= DATA FOR REVIEW =
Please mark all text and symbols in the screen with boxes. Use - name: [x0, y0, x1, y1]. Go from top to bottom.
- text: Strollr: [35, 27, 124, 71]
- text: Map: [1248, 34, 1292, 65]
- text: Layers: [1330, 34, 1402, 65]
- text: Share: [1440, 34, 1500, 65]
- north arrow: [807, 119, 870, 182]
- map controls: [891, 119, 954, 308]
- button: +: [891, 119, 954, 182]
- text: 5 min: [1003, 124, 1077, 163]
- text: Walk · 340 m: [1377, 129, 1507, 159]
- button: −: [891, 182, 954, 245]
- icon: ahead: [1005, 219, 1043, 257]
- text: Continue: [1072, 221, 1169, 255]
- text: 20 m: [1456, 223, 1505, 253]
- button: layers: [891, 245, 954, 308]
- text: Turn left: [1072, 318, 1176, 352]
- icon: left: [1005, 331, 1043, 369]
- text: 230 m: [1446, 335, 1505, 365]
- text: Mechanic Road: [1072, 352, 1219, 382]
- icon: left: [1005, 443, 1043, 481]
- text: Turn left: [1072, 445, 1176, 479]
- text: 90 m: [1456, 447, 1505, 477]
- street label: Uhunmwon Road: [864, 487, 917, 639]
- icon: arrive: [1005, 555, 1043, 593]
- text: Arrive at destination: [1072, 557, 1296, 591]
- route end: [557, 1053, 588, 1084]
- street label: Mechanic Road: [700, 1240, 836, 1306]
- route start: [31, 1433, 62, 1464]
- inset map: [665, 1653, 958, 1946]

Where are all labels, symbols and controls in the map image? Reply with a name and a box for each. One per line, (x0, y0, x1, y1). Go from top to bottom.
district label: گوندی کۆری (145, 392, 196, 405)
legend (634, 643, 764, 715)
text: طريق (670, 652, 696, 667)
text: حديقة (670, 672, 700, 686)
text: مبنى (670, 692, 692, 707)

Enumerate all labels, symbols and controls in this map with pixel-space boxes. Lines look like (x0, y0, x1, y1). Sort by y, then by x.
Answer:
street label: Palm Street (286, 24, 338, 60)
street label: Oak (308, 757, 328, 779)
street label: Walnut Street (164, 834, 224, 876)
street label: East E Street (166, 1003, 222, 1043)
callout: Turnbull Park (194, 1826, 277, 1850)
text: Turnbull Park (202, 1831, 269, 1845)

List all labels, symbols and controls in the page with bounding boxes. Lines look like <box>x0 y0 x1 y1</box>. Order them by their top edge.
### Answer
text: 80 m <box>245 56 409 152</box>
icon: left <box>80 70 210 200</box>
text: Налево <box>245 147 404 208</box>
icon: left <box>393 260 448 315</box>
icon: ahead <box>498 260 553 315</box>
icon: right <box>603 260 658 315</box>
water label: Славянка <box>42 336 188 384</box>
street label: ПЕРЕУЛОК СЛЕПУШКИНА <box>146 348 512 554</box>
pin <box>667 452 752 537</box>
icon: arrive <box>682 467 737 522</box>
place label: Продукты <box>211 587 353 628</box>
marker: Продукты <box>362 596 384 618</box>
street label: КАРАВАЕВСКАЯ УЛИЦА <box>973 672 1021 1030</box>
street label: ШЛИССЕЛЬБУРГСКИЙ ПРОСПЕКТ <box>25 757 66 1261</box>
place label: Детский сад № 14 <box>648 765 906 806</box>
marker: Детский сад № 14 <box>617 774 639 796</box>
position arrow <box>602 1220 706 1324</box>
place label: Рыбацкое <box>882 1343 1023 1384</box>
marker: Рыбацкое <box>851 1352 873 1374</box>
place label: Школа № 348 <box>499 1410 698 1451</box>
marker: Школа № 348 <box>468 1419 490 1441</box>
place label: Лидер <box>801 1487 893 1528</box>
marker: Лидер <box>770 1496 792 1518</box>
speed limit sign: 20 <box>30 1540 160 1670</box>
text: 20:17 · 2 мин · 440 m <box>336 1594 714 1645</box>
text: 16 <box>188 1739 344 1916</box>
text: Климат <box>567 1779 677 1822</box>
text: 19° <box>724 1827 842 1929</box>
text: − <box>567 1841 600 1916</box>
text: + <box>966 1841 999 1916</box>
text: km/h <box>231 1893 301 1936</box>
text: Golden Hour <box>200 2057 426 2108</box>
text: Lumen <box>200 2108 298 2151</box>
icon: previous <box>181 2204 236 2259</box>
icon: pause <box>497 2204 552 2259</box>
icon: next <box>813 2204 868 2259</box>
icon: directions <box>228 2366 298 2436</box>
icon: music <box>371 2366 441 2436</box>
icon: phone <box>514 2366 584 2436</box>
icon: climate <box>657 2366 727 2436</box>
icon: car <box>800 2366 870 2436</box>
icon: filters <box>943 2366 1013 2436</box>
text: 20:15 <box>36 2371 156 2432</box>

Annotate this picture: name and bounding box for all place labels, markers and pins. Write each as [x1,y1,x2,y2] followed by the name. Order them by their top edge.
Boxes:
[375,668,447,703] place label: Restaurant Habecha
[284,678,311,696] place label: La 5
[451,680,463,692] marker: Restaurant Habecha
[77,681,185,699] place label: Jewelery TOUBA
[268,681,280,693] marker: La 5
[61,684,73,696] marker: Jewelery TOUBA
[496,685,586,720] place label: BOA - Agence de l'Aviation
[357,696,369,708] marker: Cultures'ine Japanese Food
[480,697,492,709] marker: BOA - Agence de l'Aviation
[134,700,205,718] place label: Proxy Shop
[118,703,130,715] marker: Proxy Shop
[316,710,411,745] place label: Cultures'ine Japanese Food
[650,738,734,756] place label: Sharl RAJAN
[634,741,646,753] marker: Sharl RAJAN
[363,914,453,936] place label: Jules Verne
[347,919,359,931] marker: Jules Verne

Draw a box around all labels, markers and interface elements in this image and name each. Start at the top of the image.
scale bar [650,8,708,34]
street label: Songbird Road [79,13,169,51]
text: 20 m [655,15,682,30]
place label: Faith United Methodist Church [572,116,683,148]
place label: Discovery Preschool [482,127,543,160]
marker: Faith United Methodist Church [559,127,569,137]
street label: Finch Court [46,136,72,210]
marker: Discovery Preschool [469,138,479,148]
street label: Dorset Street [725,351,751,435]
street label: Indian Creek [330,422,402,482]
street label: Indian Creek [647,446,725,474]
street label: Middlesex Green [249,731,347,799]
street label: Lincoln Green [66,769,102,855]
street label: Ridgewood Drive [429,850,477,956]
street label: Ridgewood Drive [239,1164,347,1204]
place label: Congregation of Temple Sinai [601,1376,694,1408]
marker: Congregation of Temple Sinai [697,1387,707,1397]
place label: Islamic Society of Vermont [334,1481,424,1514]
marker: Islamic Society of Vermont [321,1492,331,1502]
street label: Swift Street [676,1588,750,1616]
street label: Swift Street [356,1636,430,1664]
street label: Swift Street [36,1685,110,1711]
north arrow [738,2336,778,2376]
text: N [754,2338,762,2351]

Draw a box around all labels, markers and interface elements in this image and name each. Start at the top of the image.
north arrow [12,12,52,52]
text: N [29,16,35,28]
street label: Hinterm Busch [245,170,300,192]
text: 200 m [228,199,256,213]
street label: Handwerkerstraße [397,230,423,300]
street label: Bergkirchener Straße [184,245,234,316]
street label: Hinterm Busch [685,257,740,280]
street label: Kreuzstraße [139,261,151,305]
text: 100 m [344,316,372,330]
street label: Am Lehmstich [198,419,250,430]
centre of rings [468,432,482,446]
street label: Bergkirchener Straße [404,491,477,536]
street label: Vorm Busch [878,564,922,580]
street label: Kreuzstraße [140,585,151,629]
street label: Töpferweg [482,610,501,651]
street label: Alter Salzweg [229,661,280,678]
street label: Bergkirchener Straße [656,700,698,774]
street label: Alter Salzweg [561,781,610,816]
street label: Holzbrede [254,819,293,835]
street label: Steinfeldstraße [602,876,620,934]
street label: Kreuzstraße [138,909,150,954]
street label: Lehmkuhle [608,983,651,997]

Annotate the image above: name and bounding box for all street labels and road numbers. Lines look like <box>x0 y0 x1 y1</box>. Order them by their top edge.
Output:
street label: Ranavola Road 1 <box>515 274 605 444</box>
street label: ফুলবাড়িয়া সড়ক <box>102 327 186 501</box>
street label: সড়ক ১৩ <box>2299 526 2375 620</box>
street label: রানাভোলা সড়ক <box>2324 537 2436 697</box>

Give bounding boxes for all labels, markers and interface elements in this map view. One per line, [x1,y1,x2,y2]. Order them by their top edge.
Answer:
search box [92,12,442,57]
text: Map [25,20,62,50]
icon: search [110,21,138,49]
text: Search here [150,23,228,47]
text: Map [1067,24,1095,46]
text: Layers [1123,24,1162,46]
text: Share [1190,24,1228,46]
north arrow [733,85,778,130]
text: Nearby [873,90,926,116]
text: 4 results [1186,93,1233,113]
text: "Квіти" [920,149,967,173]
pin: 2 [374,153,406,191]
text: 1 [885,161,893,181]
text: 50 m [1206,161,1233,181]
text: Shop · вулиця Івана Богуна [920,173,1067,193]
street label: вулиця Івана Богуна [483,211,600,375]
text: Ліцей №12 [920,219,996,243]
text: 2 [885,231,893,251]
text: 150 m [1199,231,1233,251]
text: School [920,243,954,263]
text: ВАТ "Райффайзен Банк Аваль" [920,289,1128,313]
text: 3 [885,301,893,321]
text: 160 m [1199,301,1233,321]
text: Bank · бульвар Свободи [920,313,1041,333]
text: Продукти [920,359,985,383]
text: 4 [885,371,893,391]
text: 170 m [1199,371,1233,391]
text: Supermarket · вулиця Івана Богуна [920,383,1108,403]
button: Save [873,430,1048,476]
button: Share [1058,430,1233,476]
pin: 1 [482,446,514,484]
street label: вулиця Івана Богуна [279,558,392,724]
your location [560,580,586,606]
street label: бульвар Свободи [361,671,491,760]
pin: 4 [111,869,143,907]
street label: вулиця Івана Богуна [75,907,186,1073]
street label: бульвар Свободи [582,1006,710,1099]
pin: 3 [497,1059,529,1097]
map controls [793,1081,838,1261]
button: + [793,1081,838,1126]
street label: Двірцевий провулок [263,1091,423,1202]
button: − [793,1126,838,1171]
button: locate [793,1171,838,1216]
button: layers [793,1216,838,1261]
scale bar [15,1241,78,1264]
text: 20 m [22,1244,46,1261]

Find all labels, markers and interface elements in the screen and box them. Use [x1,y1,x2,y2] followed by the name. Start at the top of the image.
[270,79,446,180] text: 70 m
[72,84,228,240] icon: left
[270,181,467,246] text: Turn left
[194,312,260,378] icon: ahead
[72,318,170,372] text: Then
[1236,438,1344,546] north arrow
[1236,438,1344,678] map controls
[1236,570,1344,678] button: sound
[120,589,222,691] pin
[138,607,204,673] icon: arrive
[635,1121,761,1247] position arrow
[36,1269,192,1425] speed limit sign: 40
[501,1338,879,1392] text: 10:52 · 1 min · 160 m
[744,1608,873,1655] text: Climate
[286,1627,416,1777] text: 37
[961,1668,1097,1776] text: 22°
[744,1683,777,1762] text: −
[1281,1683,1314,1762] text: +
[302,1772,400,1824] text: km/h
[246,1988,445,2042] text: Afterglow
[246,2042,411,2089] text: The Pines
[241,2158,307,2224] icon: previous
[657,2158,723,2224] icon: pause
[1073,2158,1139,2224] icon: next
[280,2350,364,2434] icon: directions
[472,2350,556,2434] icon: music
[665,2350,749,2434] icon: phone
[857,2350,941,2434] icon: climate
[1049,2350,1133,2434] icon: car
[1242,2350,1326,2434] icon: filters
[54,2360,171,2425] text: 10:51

= DIRECTIONS FOR THIS TASK =
Set down, exactly as they stand above, the lines starting with the line with "Annotate the image" and going on through the line with "Give bounding boxes", and no others.

= TASK OUTPUT =
Annotate the image above: name and bounding box for all street labels and road numbers. Lines look like <box>x0 y0 x1 y1</box>. Order them by their top edge.
Output:
street label: Ranavola Road 1 <box>515 274 605 444</box>
street label: ফুলবাড়িয়া সড়ক <box>102 327 186 501</box>
street label: সড়ক ১৩ <box>2299 526 2375 620</box>
street label: রানাভোলা সড়ক <box>2324 537 2436 697</box>

Give bounding boxes for all labels, markers and interface elements in this map view. One per line, [x1,y1,x2,y2]. Order them by their top edge.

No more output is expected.